Your objective
Please retype the records below exactly, from the first line through the line containing "position:relative; width:1758px; height:374px;", and leave out any pictures.

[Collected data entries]
|---|
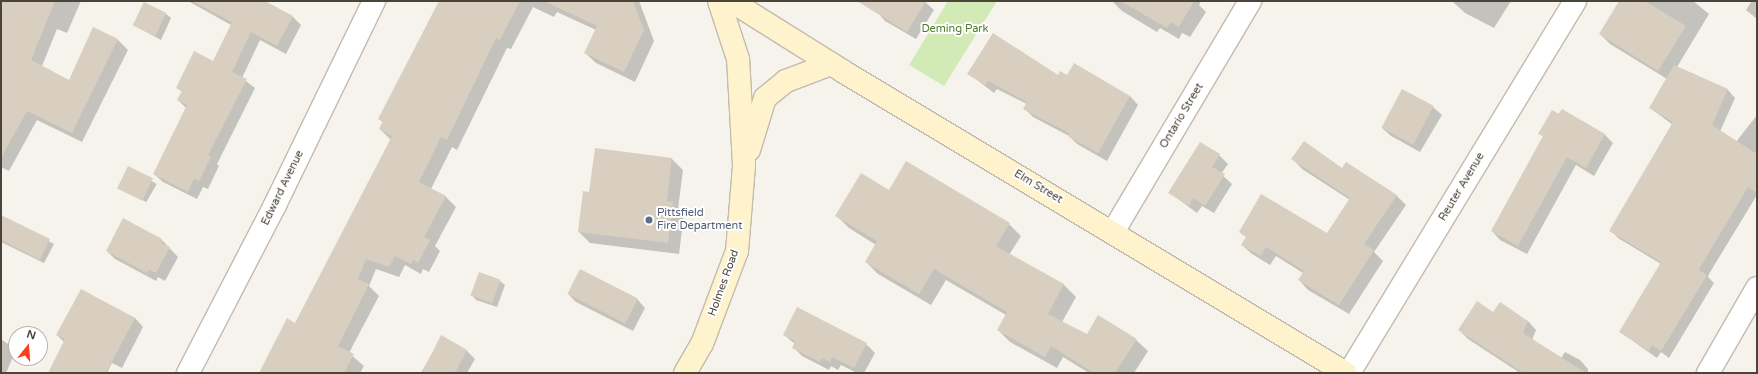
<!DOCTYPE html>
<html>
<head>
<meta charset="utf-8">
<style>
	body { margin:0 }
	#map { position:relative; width:1758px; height:374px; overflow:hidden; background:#f6f3ec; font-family:"Varela Round",sans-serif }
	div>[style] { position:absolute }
	.green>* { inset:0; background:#d2eab5 }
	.shadow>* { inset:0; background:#0003; transform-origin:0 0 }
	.building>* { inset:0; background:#d8cfc1; transform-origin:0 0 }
	.roads { filter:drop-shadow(1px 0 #c2bbae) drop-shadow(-1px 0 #c2bbae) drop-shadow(0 1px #c2bbae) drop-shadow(0 -1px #c2bbae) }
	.street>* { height:22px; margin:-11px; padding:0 11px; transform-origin:11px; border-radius:11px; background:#fff }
	.secondary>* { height:22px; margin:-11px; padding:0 11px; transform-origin:11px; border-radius:11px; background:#fff3cd }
	.dots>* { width:11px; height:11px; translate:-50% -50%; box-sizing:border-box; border:2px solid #fff; border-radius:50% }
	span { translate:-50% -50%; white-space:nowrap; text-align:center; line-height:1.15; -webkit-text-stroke:4px #fff; paint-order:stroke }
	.park-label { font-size:11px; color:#4a7f2a }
	.street-label { font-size:11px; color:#4b4439 }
	.service-label { font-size:11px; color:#4e5e75 }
	.left { translate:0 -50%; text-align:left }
	.frame { position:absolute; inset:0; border:2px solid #4b4439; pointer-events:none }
	.north { position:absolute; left:8px; top:326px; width:40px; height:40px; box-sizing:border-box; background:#fff; border:1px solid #b7b4b0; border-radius:50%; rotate:17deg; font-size:11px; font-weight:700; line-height:16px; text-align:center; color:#4b4439 }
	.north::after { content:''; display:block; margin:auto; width:14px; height:18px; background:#fc3f1d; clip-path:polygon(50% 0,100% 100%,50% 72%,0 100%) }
</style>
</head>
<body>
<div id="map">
	<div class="green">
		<div style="clip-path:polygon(948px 1px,997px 1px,944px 86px,909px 65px)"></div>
	</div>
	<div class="shadow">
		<div style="clip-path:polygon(1px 1px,81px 1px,67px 33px,57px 29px,42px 66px,70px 81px,94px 29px,118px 40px,128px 50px,82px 142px,37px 120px,9px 171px,1px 167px)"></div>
		<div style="clip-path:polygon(188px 1px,263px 1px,293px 17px,301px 25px,286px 54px,260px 40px,242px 78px,255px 88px,217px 164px,219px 166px,208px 189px,203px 187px,197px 199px,163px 182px,154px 174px,186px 108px,178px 100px,182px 92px,177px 88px,214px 63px,231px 25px)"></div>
		<div style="clip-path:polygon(440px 1px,639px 1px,654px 41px,635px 82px,596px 63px,585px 53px,596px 30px,557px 12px,554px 17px,533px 7px,511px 49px,507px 48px,457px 150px,452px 147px,431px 189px,445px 196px,456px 207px,435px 246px,440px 251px,429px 272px,423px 269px,421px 274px,405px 265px,399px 277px,376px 269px,369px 286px,379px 296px,349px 353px,364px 366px,360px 373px,260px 373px,295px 324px,391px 140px,380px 129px,383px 122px,379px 119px)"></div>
		<div style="clip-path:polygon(884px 1px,924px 1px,934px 10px,916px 39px,885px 21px,877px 12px)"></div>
		<div style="clip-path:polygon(1112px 1px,1201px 1px,1199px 5px,1206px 12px,1190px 37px,1182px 33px,1179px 39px,1160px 28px,1157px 32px,1122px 11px)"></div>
		<div style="clip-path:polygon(1452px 1px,1511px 1px,1494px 28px,1465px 13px)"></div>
		<div style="clip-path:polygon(1620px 1px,1693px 1px,1709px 14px,1677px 67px,1728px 90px,1735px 98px,1687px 205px,1757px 115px,1757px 195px,1709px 274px,1708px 277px,1714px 283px,1669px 358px,1661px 352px,1657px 358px,1620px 332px,1661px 264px,1618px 238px,1611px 230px,1673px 125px,1650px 108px,1667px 79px,1610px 44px,1600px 34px)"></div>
		<div style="clip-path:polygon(1752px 1px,1757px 1px,1757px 19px,1746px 10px)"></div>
		<div style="clip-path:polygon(166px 14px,171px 18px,161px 40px,135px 26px)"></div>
		<div style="clip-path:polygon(968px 73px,1068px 76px,1130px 96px,1138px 105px,1107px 161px,1077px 144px,1069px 136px,1033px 117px,1025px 109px,1027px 104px,997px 89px,994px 93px)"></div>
		<div style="clip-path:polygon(1433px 107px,1442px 115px,1420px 152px,1391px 136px,1382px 128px)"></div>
		<div style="clip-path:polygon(1562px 110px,1605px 135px,1613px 143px,1594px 176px,1576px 165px,1527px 254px,1500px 240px,1492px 231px,1544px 137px,1540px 134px)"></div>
		<div style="clip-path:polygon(596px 149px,672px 159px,683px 170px,678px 209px,684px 214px,679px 254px,590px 243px,579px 232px,590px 193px)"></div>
		<div style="clip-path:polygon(1219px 155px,1228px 164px,1221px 174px,1232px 184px,1214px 213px,1202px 206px,1197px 213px,1170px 193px)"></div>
		<div style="clip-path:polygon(1293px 159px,1343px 169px,1396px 195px,1406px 205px,1374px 252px,1383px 261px,1349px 314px,1308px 290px,1299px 280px,1303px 273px,1276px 256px,1270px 265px,1252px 254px,1242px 245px,1247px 238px,1241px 232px,1328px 235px,1350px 200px,1302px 169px)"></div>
		<div style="left:129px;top:168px;width:32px;height:21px;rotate:30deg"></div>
		<div style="clip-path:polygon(889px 191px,1009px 224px,1021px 236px,1009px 255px,1064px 285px,1076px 297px,1062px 322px,1087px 336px,1136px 340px,1148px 351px,1134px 373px,1089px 373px,1063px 357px,1057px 368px,1010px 342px,998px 330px,1006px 315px,946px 280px,931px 305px,878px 274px,866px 262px,876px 245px,849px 228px,837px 216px)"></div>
		<div style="clip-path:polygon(1px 216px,54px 244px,44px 263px,1px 242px)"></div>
		<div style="clip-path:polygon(162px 240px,178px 257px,165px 281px,158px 277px,156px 281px,115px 259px,107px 251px)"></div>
		<div style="clip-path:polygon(500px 281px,505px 285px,497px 307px,476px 300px,472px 295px)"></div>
		<div style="clip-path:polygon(81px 290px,135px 318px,143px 327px,122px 368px,112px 363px,107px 373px,50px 373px,64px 342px,57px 335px)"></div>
		<div style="clip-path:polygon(568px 294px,637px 299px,645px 308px,633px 331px,576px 302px)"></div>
		<div style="clip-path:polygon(797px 309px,866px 344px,875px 353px,864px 373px,857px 373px,841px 365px,838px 370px,831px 366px,829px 370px,802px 356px,793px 347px,795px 344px,784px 335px)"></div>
		<div style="clip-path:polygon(1493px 313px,1528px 321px,1536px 330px,1532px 340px,1561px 358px,1565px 352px,1580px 360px,1588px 369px,1588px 373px,1520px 373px,1468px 339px,1459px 330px)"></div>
		<div style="clip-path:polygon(442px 336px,466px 350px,475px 359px,467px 373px,421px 373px)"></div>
		<div style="clip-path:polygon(1px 339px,16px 350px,6px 373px,1px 373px)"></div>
	</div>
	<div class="building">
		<div style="clip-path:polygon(1px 1px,55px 1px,31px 60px,69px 80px,93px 27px,118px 39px,72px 133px,27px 111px,1px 158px)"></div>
		<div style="clip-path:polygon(192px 1px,265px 1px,293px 16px,277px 46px,251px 32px,232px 72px,247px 79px,208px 155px,211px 157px,199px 181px,194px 179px,188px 192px,153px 174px,187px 105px,177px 100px,182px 91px,176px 88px,194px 51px,213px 61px,232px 22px)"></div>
		<div style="clip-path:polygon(439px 1px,520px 1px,500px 40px,496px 38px,447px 140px,441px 137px,419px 182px,446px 196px,424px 237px,430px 240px,418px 263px,413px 260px,411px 264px,395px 256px,389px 267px,366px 259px,358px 279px,369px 284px,338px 346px,354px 354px,344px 373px,259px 373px,287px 318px,295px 323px,392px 136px,379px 129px,383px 121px,378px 119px)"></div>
		<div style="clip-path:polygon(544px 1px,633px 1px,644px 30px,624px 72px,584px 53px,597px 26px)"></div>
		<div style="clip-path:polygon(857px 1px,926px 1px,907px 32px)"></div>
		<div style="clip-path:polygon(1120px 1px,1194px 1px,1179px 27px,1171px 22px,1167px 28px)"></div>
		<div style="clip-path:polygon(1619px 1px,1645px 1px,1686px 26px,1658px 71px,1599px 34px)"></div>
		<div style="left:144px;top:2px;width:25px;height:26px;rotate:26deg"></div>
		<div style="clip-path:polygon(993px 33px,1058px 75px,1060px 71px,1067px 75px,1074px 63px,1130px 96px,1098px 153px,1068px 136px,1069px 133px,1023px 109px,1027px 102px,988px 81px,985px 85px,967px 74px)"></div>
		<div style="clip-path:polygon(1674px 65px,1728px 89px,1712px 125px,1757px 154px,1757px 193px,1748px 187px,1701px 266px,1699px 270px,1707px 275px,1675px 328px,1661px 351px,1652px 345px,1649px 351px,1619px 332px,1661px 262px,1609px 231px,1673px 122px,1649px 108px)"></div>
		<div style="left:1402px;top:89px;width:36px;height:44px;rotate:28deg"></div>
		<div style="clip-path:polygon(1562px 109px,1605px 134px,1586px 168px,1567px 157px,1518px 246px,1491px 231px,1543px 136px,1538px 134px,1552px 110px,1559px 114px)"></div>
		<div style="clip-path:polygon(1304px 141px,1342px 168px,1346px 162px,1397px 195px,1364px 244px,1374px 250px,1339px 305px,1298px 280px,1304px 271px,1266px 247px,1261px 256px,1241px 245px,1246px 237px,1239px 232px,1261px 194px,1327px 233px,1350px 198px,1291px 159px)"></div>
		<div style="clip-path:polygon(1200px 142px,1220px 154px,1212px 167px,1225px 174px,1205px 206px,1193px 198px,1189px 206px,1168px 193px)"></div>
		<div style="clip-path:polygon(595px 148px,672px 158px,667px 201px,673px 202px,668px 243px,578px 232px,583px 191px,589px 192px)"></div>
		<div style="clip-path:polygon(906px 161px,1010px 223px,996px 246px,1064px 284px,1048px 314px,1087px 334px,1098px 315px,1137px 339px,1115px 373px,1094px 373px,1051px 346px,1045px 357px,997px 330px,1007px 312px,934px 269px,919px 294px,865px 262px,877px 241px,835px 216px,861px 173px,889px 190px)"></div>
		<div style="left:128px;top:166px;width:28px;height:25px;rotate:26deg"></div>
		<div style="clip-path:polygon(1px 215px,50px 239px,40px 260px,1px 240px)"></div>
		<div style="clip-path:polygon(123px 218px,162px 239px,161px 243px,170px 247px,156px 273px,149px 270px,147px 273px,106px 251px)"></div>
		<div style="left:580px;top:269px;width:65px;height:28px;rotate:27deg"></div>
		<div style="left:479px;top:272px;width:23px;height:25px;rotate:20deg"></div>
		<div style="clip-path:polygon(81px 289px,135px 318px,106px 373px,48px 373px,65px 339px,56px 335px)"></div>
		<div style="clip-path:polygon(1477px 301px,1493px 312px,1500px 302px,1528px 321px,1523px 333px,1586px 373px,1523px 373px,1458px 330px)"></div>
		<div style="clip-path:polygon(797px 307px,867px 343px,854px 368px,832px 357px,830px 362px,822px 358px,820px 362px,792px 348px,795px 341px,783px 335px)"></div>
		<div style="clip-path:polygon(441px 335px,467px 350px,455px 373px,422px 373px)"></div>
	</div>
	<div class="roads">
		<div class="street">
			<div style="left:1113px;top:232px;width:269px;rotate:-59.3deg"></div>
			<div style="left:188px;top:373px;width:189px;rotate:-62.6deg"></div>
			<div style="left:275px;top:205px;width:227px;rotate:-64.1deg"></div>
			<div style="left:1349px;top:373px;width:435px;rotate:-58.7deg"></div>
			<div style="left:1708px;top:373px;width:98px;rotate:-60deg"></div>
		</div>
		<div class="secondary">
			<div style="left:731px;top:1px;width:133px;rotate:32.1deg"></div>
			<div style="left:844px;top:72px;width:585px;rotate:30.95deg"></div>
			<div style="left:749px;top:150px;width:54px;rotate:-72.9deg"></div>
			<div style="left:765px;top:98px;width:27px;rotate:-39deg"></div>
			<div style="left:786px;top:81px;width:48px;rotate:-20.7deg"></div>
			<div style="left:685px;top:373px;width:34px;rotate:-60deg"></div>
			<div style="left:702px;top:344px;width:99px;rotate:-69.4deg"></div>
			<div style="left:737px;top:251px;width:86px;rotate:-85.3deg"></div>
			<div style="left:744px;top:165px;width:106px;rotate:-93.2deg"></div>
			<div style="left:738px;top:59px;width:61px;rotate:-108.1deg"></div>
		</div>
	</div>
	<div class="dots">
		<div style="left:649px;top:220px;background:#5c6f8a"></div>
	</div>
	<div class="park-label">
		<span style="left:955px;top:29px">Deming Park</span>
	</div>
	<div class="street-label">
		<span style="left:1182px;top:116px;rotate:-59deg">Ontario Street</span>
		<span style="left:1038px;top:187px;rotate:31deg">Elm Street</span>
		<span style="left:1462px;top:187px;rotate:-59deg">Reuter Avenue</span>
		<span style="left:283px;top:188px;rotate:-64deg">Edward Avenue</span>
		<span style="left:724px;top:283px;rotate:-70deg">Holmes Road</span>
	</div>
	<div class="service-label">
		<span class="left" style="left:657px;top:220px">Pittsfield<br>Fire Department</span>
	</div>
	<div class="frame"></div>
	<div class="north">N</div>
</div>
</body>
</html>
|---|
Completed exercise
<!DOCTYPE html>
<html>
<head>
<meta charset="utf-8">
<style>
	body { margin:0 }
	#map { position:relative; width:1758px; height:374px; overflow:hidden; background:#f6f3ec; font-family:"Varela Round",sans-serif }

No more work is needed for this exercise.